There are multiple variables like Lambda function runtime, individual message size, batch size for consuming from SQS, processing latency per message (depending on the backend services invoked), and function memory size settings. These can determine the overall performance and associated cost of a Lambda-based messaging solution.

This post provides cost estimation using these variables, along with guidance around optimization. The estimates focus on consuming from standard queues and not FIFO queues.

SQS event source

The Lambda event source mapping supports integration for SQS. Lambda users specify the SQS queue to consume messages. Lambda internally polls the queue and invokes the function synchronously with an event containing the queue messages.

The configuration controls in Lambda for consuming messages from an SQS queue are:

Batch size: The maximum number of records that can be batched as one event delivered to the consuming Lambda function. The maximum batch size is 10,000 records.
Batch window: The maximum time (in seconds) to gather records as a single batch. A larger batch window size means waiting longer for a larger SQS batch of messages before passing to the Lambda function.
SQS content filtering: Selecting only the messages that match a defined content criteria. This can reduce cost by removing unwanted or irrelevant messages. Lambda now supports content filtering (for SQS, Kinesis, and DynamoDB) and developers can use the filtering capabilities to avoid processing SQS messages, reducing unnecessary invocations and associated cost.

Lambda sends as many records in a single batch as allowed by the batch size, as long as it’s earlier than the batch window value, and smaller than the maximum payload size of 6 MB. Having large batch sizes means that a single Lambda invocation can handle more messages rather than multiple Lambda invocations to handle smaller batches (which translates to setting higher concurrency limits).

The cost and time to process might vary based on the actual number of messages in the batch.
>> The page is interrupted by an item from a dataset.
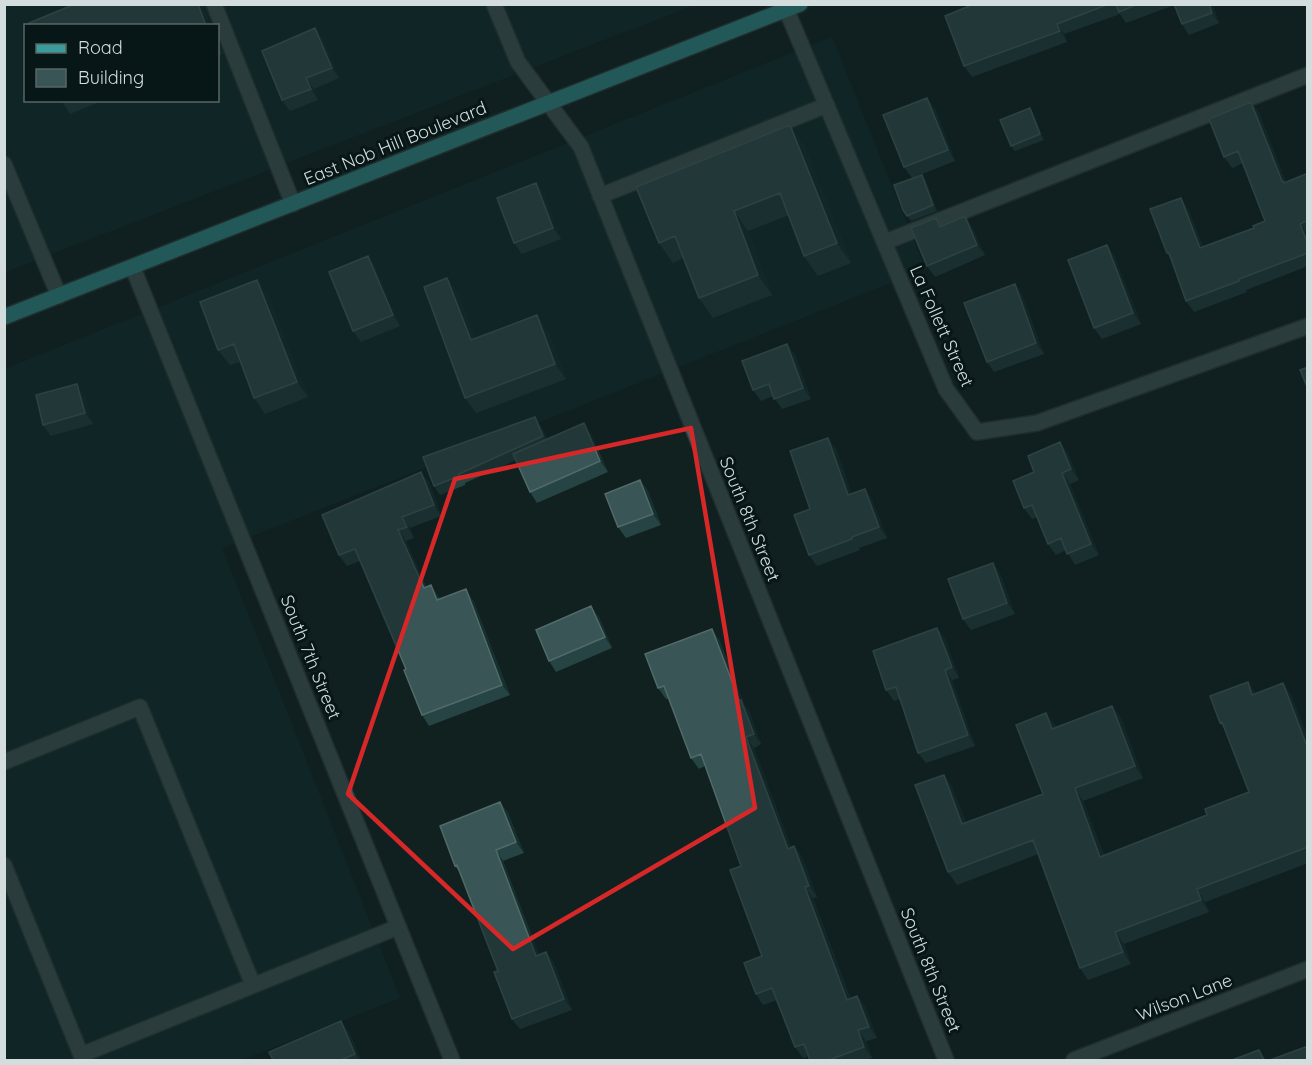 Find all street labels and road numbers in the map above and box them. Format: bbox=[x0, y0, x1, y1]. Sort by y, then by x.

A larger batch size can imply longer processing but requires lower concurrency (number of concurrent Lambda invocations).

Lambda configurations

Lambda function costs are calculated based on memory used and time spent (in GB-second) in execution of a function. Aside from the event source configuration, there are several other Lambda function configurations that impact cost and performance:

Processor type: Lambda functions provide options to choose between x86 and Arm/Graviton processors. The newer Arm/Graviton processors can yield a higher performance and lower cost compared to x86 based on the workload. Compare the options and run tests before selecting.
Memory allotted: This is directly proportional to the CPU allotted to the function and translates to price for each invocation. Higher memory can lead to faster execution but also higher cost. The optimal memory required for a small batch versus large batch can vary based on the workload, size of incoming messages, transformations, requirements to store intermediate, or final results. Optimal tuning of the memory configurations is key to ensuring right cost versus performance. See the AWS Lambda Power Tuning documentation for more details on identifying the optimal memory versus performance for a fixed batch size and then extrapolate the memory settings for larger batch sizes.
Lambda function runtime: Some runtimes have a smaller memory footprint and may be more cost effective than others that are memory intensive. Choosing the runtime affects the memory allocation.
Function performance: This can be considered as TPS – total number of requests completed per second. Or conversely measured as time to complete one request. The performance – time to finish a function execution can be dependent on the event containing the batch of messages; bigger batches mean more time to complete an event and complexity and dependencies (performance of the backend that needs to be invoked) of the message processing. The calculations are based on the assumption that the Lambda function and related dependencies have been optimized and tuned to scale linearly with various batch sizes and number of invocations.
Concurrency: Number of concurrent Lambda function executions. Concurrency is important for scaling of Lambda functions, allowing users to delegate the capacity planning and scaling to thee Lambda service.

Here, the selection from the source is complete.